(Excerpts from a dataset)
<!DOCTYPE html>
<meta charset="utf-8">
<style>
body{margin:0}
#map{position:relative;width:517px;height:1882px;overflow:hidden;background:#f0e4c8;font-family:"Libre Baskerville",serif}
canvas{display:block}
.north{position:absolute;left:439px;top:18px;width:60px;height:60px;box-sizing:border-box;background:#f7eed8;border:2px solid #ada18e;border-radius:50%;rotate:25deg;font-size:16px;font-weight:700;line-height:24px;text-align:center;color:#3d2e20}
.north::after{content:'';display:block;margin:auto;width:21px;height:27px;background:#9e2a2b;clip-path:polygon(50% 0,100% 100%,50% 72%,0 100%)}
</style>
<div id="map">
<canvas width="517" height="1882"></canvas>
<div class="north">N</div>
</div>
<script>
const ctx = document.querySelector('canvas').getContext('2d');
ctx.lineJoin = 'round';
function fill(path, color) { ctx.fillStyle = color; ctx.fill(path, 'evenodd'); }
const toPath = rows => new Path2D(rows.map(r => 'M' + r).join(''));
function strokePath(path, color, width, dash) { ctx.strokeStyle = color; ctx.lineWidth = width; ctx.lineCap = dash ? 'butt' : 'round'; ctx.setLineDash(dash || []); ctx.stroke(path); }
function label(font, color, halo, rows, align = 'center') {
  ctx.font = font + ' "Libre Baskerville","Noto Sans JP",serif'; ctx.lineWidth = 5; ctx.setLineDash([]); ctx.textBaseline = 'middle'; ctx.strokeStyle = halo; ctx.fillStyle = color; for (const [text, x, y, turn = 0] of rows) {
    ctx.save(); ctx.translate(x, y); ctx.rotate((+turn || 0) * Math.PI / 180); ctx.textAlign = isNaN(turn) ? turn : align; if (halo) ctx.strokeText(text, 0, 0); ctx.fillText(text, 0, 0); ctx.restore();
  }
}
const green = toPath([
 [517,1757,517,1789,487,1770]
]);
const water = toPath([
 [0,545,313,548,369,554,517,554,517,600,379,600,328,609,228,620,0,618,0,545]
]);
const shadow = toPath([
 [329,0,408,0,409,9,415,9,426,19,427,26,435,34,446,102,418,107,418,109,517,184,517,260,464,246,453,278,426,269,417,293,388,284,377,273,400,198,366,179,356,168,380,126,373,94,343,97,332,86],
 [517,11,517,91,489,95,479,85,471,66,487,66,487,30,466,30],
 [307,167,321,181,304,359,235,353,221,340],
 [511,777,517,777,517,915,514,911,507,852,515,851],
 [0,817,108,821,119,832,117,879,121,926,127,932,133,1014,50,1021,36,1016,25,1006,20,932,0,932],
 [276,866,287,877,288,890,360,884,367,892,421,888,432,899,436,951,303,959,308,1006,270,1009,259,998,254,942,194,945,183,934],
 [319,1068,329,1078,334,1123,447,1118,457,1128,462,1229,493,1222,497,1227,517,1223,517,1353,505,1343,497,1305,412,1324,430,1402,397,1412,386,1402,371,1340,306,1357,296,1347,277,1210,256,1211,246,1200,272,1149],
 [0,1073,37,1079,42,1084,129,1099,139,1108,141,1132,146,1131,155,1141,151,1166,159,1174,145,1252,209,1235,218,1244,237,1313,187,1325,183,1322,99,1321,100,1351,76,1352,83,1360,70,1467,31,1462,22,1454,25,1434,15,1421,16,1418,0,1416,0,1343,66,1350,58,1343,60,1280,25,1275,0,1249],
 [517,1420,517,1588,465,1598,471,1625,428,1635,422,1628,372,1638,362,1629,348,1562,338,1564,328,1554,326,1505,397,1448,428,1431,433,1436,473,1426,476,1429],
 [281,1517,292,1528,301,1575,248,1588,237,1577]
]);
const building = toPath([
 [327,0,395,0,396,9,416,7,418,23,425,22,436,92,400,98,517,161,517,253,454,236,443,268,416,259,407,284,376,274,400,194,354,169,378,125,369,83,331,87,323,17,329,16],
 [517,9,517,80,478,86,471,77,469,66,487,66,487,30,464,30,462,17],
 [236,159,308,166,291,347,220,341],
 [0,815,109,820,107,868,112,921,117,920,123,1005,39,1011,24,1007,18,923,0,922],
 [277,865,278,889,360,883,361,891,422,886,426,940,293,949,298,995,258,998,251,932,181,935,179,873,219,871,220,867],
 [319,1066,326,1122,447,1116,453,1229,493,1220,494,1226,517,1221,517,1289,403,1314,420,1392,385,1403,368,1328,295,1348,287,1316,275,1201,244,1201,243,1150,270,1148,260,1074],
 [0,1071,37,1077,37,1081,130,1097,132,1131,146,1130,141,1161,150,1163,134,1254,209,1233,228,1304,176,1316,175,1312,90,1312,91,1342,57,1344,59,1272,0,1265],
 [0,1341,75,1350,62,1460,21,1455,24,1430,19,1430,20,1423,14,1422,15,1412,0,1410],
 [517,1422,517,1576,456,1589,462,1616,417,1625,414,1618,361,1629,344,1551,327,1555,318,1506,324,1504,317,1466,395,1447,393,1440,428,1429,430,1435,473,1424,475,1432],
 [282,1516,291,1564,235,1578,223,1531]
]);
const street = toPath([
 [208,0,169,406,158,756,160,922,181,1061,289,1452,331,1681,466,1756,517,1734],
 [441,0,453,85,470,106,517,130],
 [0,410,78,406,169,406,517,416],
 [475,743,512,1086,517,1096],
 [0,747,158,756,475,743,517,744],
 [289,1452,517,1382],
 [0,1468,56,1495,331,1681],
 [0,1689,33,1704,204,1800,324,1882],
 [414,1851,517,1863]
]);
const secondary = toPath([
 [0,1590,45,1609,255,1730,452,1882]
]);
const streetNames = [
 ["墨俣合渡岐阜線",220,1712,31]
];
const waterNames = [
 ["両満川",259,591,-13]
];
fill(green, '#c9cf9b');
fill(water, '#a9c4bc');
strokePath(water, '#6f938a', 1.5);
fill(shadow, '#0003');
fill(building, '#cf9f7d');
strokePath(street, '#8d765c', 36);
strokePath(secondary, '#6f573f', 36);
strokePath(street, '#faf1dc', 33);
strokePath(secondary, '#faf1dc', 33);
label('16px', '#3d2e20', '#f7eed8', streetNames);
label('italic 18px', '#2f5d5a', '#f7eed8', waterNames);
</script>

---

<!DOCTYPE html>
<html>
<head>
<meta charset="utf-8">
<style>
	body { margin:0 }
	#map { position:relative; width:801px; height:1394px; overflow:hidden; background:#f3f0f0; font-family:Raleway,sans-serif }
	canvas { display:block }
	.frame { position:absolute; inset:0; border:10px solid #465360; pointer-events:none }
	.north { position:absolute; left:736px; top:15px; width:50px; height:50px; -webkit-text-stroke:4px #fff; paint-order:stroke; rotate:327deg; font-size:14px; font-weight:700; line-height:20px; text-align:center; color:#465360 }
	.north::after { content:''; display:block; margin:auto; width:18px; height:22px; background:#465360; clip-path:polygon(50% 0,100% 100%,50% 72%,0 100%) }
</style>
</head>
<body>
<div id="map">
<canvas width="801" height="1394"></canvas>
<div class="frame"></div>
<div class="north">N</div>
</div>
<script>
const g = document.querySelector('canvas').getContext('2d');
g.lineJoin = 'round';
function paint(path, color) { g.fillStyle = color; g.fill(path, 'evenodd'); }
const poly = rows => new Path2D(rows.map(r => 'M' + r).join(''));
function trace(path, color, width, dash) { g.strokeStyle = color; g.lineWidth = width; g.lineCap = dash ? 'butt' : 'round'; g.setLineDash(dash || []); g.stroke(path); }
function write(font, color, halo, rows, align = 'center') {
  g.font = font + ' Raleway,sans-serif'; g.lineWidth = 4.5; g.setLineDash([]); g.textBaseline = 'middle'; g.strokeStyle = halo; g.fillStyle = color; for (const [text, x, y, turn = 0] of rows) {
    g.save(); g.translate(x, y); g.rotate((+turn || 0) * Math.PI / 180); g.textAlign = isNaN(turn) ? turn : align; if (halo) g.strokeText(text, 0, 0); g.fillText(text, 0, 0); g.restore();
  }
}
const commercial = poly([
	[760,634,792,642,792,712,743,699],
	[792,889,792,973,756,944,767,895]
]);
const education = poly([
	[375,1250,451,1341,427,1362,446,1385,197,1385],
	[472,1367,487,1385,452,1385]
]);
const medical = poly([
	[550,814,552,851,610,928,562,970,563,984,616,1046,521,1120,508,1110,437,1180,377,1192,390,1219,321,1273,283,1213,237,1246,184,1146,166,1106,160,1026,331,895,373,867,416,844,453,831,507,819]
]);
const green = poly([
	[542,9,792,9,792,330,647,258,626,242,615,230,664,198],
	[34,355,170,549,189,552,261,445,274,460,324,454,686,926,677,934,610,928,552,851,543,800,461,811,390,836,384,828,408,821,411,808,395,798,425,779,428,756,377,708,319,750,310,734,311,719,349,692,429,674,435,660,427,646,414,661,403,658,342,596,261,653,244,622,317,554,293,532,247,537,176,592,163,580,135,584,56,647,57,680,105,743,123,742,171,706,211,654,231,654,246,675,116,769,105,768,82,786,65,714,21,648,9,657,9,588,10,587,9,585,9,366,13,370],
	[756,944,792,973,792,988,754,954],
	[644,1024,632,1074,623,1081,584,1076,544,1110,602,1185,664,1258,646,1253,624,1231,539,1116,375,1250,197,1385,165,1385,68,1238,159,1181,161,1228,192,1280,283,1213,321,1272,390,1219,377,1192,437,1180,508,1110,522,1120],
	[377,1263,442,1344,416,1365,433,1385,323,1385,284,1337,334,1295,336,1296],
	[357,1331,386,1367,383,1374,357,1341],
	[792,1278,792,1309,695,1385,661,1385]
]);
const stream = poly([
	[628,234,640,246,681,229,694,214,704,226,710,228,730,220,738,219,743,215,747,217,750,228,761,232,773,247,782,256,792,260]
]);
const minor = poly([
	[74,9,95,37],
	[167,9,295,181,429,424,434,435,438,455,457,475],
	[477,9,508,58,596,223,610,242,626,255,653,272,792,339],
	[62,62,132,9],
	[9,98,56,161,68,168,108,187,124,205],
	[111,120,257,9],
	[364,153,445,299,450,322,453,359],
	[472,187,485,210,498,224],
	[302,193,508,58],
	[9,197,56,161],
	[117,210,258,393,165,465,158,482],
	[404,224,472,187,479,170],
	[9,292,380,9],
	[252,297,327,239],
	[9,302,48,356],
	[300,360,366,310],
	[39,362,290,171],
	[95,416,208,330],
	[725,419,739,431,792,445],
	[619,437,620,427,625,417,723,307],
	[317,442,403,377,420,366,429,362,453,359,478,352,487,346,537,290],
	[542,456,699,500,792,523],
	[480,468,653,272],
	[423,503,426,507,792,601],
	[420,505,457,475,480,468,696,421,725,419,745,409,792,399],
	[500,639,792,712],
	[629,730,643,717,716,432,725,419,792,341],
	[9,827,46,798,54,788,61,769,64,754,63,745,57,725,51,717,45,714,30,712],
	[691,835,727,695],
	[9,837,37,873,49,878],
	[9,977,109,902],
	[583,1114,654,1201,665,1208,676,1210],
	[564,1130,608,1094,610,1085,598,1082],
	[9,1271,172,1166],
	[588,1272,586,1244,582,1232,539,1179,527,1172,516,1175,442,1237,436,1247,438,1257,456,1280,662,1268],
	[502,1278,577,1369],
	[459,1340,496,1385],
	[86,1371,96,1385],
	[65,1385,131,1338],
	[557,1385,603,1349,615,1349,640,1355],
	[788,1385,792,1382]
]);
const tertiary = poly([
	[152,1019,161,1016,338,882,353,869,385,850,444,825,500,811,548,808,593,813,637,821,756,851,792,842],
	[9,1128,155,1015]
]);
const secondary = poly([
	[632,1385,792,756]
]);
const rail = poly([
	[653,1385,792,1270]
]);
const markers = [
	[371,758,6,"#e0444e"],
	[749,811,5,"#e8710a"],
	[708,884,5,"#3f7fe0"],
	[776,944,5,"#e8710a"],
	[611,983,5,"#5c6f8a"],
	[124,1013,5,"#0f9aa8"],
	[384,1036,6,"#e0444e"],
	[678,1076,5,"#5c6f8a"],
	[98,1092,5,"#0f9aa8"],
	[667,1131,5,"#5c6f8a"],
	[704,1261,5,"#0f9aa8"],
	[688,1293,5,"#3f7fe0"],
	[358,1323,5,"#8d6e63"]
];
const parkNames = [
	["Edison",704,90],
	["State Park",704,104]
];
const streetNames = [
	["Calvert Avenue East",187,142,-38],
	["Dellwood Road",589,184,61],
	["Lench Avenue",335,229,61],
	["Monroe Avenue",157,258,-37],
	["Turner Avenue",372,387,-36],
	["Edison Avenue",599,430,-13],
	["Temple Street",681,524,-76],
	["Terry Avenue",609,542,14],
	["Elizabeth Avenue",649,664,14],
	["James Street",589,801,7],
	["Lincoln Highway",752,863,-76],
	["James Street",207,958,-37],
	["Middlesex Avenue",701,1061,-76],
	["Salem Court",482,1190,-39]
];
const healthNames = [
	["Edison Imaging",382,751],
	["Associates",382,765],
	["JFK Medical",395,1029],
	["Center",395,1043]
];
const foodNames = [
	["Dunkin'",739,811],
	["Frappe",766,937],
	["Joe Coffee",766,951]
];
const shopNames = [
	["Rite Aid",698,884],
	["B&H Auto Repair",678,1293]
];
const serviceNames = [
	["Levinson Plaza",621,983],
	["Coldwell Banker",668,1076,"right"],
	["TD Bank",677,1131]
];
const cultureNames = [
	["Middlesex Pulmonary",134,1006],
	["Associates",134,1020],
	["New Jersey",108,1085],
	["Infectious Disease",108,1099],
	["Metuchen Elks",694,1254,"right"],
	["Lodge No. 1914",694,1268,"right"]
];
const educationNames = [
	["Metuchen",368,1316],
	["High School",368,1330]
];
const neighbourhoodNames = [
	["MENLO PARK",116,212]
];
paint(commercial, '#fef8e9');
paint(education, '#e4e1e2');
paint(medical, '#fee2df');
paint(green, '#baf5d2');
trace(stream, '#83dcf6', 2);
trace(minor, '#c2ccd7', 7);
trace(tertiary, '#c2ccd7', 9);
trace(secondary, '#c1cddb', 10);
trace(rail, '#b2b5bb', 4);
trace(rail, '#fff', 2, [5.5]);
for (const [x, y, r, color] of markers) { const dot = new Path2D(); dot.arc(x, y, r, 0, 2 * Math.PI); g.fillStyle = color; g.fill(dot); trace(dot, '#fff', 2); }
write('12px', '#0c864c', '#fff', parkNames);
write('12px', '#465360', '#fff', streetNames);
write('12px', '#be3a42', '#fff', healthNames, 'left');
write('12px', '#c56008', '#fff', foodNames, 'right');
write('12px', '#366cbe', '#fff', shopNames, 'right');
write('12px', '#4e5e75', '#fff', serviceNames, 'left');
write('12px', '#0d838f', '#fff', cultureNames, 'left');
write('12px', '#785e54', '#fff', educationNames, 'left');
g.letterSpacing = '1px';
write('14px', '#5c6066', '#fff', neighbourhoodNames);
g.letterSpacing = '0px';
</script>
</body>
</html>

**Required action**
Find every line in the records that contains the word "butt"; copy those lines.

**Result of this exercise**
function strokePath(path, color, width, dash) { ctx.strokeStyle = color; ctx.lineWidth = width; ctx.lineCap = dash ? 'butt' : 'round'; ctx.setLineDash(dash || []); ctx.stroke(path); }
function trace(path, color, width, dash) { g.strokeStyle = color; g.lineWidth = width; g.lineCap = dash ? 'butt' : 'round'; g.setLineDash(dash || []); g.stroke(path); }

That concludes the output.